[Saved entries]
:::::

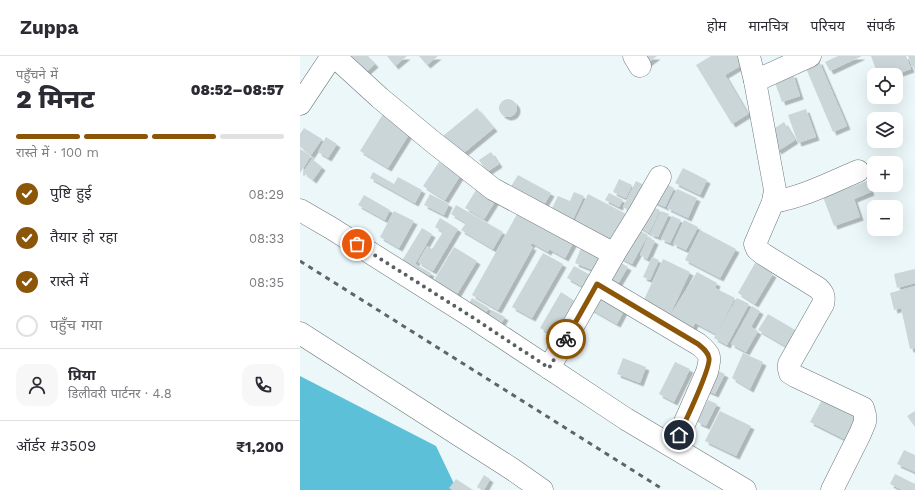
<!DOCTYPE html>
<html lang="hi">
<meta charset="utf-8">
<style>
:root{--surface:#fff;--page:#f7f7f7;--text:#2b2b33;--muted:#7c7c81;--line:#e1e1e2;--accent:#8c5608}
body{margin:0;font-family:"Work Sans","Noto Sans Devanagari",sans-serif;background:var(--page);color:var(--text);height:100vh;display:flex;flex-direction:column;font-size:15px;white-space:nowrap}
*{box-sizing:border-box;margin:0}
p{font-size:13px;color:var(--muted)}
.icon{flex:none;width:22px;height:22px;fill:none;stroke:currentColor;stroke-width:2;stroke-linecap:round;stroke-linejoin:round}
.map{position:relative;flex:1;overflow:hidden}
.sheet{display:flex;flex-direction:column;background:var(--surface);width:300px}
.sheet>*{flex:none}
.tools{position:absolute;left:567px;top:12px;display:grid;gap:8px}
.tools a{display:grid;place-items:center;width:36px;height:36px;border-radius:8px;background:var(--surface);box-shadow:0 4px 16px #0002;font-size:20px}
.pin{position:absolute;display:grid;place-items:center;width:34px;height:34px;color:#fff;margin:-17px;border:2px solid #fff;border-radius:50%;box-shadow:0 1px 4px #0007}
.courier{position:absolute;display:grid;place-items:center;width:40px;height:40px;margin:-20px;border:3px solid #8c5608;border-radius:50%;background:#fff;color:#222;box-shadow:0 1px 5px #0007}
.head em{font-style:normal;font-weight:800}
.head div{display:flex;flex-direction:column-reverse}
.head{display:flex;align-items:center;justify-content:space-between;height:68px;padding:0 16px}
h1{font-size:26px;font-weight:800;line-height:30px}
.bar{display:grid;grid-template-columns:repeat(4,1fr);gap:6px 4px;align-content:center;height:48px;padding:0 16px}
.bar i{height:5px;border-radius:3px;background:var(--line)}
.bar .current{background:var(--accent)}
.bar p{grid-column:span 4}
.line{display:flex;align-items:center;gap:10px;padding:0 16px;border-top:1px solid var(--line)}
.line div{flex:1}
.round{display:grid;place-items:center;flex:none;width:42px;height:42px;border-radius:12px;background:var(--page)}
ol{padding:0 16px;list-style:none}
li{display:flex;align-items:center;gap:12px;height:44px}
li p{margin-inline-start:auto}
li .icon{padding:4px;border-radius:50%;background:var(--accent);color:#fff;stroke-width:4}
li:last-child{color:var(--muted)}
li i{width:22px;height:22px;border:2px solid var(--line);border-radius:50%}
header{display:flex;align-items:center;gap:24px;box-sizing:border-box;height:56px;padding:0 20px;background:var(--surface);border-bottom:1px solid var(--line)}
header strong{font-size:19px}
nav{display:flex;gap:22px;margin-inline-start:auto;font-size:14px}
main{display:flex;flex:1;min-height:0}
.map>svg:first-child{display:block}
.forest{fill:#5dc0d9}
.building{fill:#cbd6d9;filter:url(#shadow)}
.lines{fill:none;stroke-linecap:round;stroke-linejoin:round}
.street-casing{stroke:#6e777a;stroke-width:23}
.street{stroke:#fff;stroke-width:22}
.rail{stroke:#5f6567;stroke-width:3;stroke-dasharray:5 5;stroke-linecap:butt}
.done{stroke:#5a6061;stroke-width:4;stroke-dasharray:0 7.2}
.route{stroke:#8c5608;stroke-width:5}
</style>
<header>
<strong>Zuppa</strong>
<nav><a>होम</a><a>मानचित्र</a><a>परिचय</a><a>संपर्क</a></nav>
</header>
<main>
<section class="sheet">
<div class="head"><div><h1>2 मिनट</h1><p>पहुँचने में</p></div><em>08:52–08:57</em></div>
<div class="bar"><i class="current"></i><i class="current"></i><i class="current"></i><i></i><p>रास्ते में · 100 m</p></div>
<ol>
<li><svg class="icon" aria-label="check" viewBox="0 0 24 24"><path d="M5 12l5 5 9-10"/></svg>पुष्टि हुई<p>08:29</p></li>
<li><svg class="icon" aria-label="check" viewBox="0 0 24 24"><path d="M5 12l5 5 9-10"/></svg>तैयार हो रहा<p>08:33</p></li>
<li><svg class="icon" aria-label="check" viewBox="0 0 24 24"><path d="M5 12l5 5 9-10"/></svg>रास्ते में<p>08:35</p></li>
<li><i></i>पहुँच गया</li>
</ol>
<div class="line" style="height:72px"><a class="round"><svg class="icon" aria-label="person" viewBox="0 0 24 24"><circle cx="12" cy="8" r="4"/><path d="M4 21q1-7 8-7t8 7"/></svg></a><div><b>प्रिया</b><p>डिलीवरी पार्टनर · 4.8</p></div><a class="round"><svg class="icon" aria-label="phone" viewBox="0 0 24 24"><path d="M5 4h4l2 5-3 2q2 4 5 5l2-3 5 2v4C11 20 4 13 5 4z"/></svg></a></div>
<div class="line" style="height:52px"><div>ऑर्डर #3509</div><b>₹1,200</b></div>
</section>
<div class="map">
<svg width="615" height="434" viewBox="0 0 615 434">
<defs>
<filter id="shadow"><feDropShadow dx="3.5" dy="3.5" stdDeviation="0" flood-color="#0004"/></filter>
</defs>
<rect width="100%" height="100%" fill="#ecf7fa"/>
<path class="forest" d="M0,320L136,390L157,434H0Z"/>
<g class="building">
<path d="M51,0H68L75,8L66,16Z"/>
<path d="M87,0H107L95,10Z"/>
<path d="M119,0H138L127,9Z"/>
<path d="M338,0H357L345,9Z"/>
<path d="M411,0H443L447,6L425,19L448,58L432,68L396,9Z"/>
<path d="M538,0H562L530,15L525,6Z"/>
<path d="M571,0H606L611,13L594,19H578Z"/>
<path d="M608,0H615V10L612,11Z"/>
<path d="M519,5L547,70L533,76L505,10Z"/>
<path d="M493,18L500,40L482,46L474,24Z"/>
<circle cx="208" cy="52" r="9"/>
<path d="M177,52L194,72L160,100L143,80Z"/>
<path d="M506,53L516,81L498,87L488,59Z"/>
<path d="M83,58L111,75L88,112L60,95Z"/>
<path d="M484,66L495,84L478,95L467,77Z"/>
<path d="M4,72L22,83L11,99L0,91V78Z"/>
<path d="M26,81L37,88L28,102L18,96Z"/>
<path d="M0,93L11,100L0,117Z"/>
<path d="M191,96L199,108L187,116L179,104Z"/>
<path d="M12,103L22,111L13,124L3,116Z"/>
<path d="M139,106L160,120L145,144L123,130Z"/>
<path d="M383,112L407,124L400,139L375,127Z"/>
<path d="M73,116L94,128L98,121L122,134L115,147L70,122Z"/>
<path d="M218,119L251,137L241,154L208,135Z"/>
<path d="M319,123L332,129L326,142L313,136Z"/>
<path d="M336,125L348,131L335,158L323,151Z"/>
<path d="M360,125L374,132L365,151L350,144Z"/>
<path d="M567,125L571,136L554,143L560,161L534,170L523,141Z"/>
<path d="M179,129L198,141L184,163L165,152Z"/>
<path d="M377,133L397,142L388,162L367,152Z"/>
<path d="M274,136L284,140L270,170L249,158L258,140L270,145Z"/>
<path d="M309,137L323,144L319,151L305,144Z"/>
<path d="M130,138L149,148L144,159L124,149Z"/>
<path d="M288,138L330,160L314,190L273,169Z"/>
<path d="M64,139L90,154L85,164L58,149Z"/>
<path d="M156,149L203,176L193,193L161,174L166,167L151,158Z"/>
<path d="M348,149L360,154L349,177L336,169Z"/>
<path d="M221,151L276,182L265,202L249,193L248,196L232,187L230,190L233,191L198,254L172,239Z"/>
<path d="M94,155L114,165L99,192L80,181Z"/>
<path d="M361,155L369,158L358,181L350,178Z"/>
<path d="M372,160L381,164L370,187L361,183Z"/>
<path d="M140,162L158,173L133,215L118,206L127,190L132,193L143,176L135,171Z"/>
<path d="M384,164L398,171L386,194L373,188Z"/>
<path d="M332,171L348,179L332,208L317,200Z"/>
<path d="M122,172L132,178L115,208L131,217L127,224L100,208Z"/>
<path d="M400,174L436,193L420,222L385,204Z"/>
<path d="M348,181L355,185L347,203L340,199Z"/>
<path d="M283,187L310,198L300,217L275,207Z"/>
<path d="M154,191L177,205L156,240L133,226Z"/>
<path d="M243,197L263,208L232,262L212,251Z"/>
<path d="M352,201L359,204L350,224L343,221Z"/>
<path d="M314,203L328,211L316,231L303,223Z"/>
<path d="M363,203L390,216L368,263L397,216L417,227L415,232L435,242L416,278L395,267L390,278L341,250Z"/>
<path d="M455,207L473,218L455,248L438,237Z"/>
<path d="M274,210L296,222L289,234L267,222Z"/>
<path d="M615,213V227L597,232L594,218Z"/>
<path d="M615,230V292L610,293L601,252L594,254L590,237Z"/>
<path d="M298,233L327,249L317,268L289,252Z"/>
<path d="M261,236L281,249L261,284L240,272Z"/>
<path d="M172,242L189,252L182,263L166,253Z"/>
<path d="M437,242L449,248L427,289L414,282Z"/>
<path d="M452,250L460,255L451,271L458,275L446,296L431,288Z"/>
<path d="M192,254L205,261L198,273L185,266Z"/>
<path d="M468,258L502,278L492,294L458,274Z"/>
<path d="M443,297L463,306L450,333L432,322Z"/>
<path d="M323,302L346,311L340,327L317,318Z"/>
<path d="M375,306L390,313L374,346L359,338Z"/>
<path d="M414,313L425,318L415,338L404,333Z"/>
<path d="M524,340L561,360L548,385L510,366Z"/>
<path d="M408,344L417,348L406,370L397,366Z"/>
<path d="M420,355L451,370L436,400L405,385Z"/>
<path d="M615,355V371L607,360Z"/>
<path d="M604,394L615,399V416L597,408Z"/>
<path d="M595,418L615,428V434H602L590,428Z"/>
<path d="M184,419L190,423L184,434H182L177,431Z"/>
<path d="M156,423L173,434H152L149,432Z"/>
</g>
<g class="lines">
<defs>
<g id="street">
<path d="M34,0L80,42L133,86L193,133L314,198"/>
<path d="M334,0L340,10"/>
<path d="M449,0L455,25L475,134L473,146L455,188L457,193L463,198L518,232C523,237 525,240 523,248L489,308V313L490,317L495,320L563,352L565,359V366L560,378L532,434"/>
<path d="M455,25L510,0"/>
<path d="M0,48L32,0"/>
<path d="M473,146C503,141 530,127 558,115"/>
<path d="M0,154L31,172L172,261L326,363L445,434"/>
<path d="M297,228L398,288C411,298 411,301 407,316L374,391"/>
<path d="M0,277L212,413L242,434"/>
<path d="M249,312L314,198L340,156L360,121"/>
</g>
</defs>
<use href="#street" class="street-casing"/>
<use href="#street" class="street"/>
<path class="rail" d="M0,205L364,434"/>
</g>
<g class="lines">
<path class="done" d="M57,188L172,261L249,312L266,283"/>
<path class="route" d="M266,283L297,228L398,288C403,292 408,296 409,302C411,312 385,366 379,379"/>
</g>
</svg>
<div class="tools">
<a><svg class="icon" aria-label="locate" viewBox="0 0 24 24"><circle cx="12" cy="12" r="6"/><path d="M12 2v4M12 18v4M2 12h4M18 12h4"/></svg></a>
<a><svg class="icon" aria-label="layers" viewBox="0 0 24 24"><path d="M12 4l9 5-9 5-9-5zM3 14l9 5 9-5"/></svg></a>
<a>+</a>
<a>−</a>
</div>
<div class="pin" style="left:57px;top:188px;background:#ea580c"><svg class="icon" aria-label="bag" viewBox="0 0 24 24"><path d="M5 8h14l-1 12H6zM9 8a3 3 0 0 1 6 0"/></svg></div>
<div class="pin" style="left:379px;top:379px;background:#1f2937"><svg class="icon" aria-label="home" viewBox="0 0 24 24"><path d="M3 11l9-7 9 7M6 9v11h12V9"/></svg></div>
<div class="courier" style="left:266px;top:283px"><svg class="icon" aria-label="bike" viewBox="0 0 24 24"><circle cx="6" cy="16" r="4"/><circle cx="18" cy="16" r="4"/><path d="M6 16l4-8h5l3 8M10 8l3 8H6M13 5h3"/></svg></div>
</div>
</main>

:::::

TRY IT:
Pull every line containing "filter" out of the records.

REPLY:
.building{fill:#cbd6d9;filter:url(#shadow)}
<filter id="shadow"><feDropShadow dx="3.5" dy="3.5" stdDeviation="0" flood-color="#0004"/></filter>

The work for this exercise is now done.